Advantageous Effects of Invention
[0010] According to the invention, such an effect is accomplished
that, even when no speech recognition result is provided from one
of the server and the client, it is possible to reduce the burden
on the user by determining the part whose speech recognition result
is not obtained and by causing the user to speak that part
again.
BRIEF DESCRIPTION OF DRAWINGS
[0011] FIG. 1 is a configuration diagram showing a configuration
example of a speech recognition system using a speech recognition
device according to Embodiment 1 of the invention.
[0012] FIG. 2 is a flowchart (former part) showing a processing
flow of the speech recognition device according to Embodiment 1 of
the invention.
[0013] FIG. 3 is a flowchart (latter part) showing the processing
flow of the speech recognition device according to Embodiment 1 of
the invention.
[0014] FIG. 4 is an example of speech rules stored in a speech-rule
storage of the speech recognition device according to Embodiment 1
of the invention.
[0015] FIG. 5 is an illustration diagram illustrating unification
of a server's speech recognition result and a client's speech
recognition result.
[0016] FIG. 6 is a diagram showing correspondence relationships
among a speech recognition state, presence/absence of the client's
speech recognition result, presence/absence of the server's speech
recognition result and the speech rule.
[0017] FIG. 7 is a diagram showing a relationship between a speech
recognition state and a response text to be generated.

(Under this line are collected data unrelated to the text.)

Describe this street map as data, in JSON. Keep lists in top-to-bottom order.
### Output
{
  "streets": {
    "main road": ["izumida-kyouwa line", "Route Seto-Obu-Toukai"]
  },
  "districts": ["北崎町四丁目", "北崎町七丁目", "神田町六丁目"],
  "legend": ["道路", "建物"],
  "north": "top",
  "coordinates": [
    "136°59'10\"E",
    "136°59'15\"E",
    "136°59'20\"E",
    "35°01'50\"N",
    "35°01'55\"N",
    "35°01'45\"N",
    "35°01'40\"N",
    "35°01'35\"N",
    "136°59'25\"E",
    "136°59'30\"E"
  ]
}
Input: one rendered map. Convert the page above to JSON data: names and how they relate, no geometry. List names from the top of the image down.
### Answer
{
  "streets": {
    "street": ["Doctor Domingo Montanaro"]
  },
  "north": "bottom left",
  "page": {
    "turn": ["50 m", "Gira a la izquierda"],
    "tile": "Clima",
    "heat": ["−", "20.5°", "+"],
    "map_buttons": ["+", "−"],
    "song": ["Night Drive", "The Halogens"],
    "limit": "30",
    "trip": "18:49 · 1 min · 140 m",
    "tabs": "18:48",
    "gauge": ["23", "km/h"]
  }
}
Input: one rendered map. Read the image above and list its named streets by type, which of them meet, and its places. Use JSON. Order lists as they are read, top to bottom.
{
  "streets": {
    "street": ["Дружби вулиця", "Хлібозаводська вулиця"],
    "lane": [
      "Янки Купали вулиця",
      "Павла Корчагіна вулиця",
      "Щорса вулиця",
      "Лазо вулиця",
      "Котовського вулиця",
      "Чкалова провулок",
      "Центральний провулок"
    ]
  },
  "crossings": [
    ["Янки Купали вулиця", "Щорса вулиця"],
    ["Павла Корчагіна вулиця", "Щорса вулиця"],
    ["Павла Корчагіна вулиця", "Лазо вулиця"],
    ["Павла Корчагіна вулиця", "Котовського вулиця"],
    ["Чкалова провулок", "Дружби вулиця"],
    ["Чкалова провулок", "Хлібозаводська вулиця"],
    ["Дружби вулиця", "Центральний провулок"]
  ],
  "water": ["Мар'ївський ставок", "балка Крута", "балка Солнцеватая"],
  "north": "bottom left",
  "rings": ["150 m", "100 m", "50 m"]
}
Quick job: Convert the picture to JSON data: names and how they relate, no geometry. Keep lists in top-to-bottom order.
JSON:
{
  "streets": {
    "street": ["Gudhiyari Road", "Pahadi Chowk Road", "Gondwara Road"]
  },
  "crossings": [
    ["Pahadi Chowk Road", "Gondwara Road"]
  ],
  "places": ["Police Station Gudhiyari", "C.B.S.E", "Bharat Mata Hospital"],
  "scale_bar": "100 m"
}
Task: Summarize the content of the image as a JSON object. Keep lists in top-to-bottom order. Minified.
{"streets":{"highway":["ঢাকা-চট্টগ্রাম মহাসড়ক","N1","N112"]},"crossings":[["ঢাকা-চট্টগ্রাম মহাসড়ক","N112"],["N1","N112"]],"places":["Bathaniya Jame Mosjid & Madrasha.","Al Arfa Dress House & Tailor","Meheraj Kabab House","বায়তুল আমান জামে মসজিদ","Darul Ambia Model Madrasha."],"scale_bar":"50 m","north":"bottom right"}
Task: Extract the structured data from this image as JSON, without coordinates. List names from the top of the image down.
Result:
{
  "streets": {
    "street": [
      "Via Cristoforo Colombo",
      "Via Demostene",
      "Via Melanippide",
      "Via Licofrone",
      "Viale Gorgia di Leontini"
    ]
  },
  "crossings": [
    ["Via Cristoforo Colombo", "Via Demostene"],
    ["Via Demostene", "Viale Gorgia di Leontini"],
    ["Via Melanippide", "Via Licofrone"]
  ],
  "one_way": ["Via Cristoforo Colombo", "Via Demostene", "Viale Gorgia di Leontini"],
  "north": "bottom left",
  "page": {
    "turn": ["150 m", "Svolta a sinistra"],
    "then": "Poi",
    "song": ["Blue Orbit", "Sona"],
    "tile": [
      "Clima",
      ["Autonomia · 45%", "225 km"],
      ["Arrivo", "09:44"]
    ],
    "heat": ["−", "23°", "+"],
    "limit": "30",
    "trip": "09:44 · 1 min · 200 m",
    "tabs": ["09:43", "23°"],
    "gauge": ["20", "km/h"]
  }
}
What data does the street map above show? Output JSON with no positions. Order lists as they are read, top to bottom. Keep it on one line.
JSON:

[0018] FIG. 8 is a diagram showing a correspondence relationship
between an ascertained state of speech elements in a speech rule
and a speech recognition state.
DESCRIPTION OF EMBODIMENTS
Embodiment 1
[0019] FIG. 1 is a configuration diagram showing a configuration
example of a speech recognition system using a speech recognition
device according to Embodiment 1 of the invention.
[0020] The speech recognition system is configured with a speech
recognition server 101 and a speech recognition device 102 of a
client.
[0021] The speech recognition server 101 includes a transmitter
103, a speech recognizer 104 and a transmitter 105.
[0022] The transmitter 103 receives voice data from the speech
recognition device 102. The speech recognizer 104 of the server
phonetically recognizes the received voice data to thereby output a
first speech recognition result. The transmitter 105 transmits to
the speech recognition device 102, the first speech recognition
result outputted from the speech recognizer 104.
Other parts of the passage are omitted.